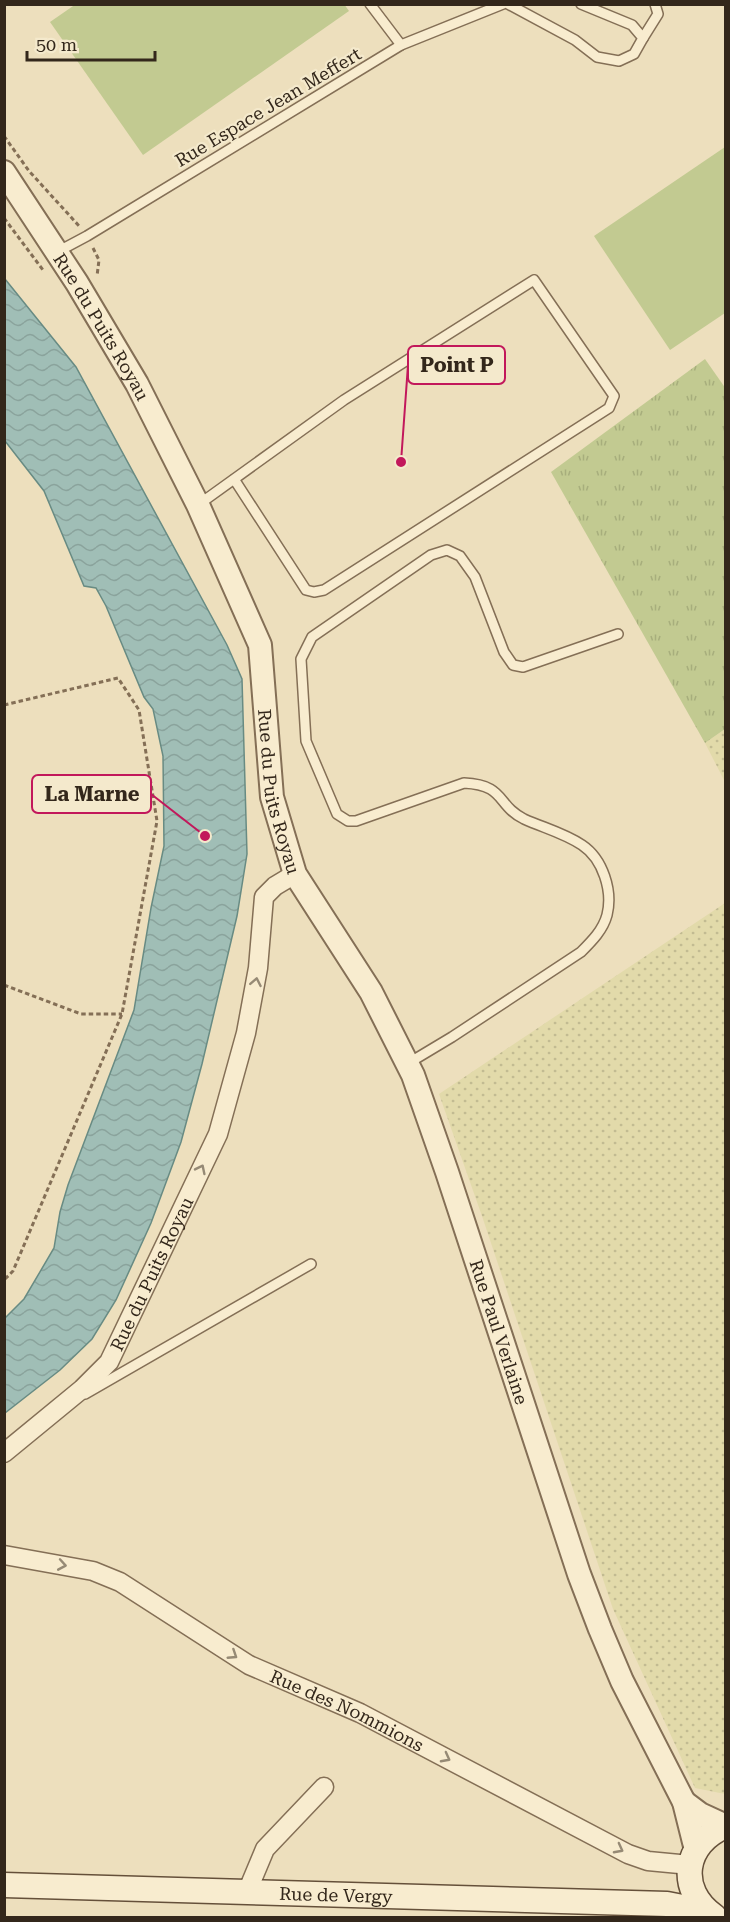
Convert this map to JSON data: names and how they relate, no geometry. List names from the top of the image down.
{
  "streets": {
    "main road": ["Rue de Vergy"],
    "street": ["Rue du Puits Royau", "Rue Paul Verlaine", "Rue des Nommions"],
    "lane": ["Rue Espace Jean Meffert"]
  },
  "crossings": [
    ["Rue Espace Jean Meffert", "Rue du Puits Royau"],
    ["Rue du Puits Royau", "Rue Paul Verlaine"],
    ["Rue Paul Verlaine", "Rue des Nommions"]
  ],
  "one_way": ["Rue du Puits Royau", "Rue des Nommions"],
  "places": ["Point P", "La Marne"],
  "scale_bar": "50 m"
}
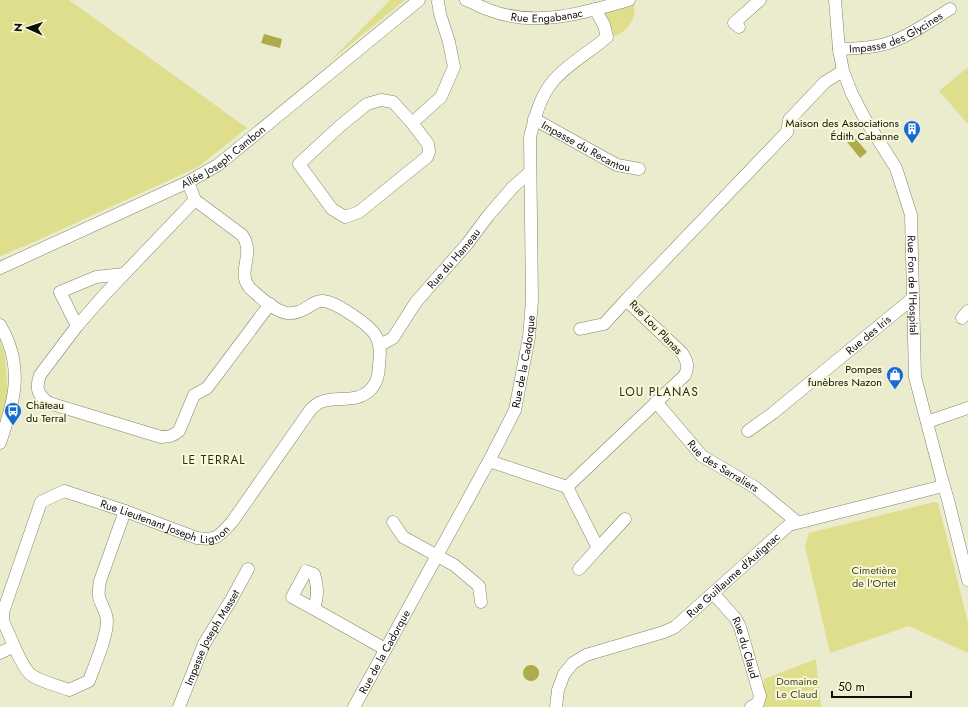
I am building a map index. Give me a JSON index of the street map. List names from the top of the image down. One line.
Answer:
{"streets":{"street":["Rue Engabanac","Impasse des Glycines","Impasse du Recantou","Allée Joseph Cambon","Rue du Hameau","Rue Fon de l'Hospital","Rue Lou Planas","Rue des Iris","Rue de la Cadorque","Rue des Sarraliers","Rue Lieutenant Joseph Lignon","Rue Guillaume d'Autignac","Impasse Joseph Masset","Rue du Claud"]},"crossings":[["Rue Engabanac","Rue de la Cadorque"],["Impasse des Glycines","Rue Fon de l'Hospital"],["Impasse du Recantou","Rue de la Cadorque"],["Rue du Hameau","Rue de la Cadorque"],["Rue du Hameau","Rue Lieutenant Joseph Lignon"],["Rue Fon de l'Hospital","Rue Lou Planas"],["Rue Fon de l'Hospital","Rue des Iris"],["Rue Fon de l'Hospital","Rue Guillaume d'Autignac"],["Rue Lou Planas","Rue des Sarraliers"],["Rue des Sarraliers","Rue Guillaume d'Autignac"],["Rue Guillaume d'Autignac","Rue du Claud"]],"districts":["LOU PLANAS","LE TERRAL"],"parks":["Cimetière de l'Ortet","Domaine Le Claud"],"places":{"building":["Maison des Associations Édith Cabanne"],"shop":["Pompes funèbres Nazon"],"bus stop":["Château du Terral"]},"scale_bar":"50 m","north":"left"}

◇ ◇ ◇

◆ Your goal ◆
Return each line from the entries above that includes "down".

◆ Answer below ◆
Convert this map to JSON data: names and how they relate, no geometry. List names from the top of the image down.
I am building a map index. Give me a JSON index of the street map. List names from the top of the image down. One line.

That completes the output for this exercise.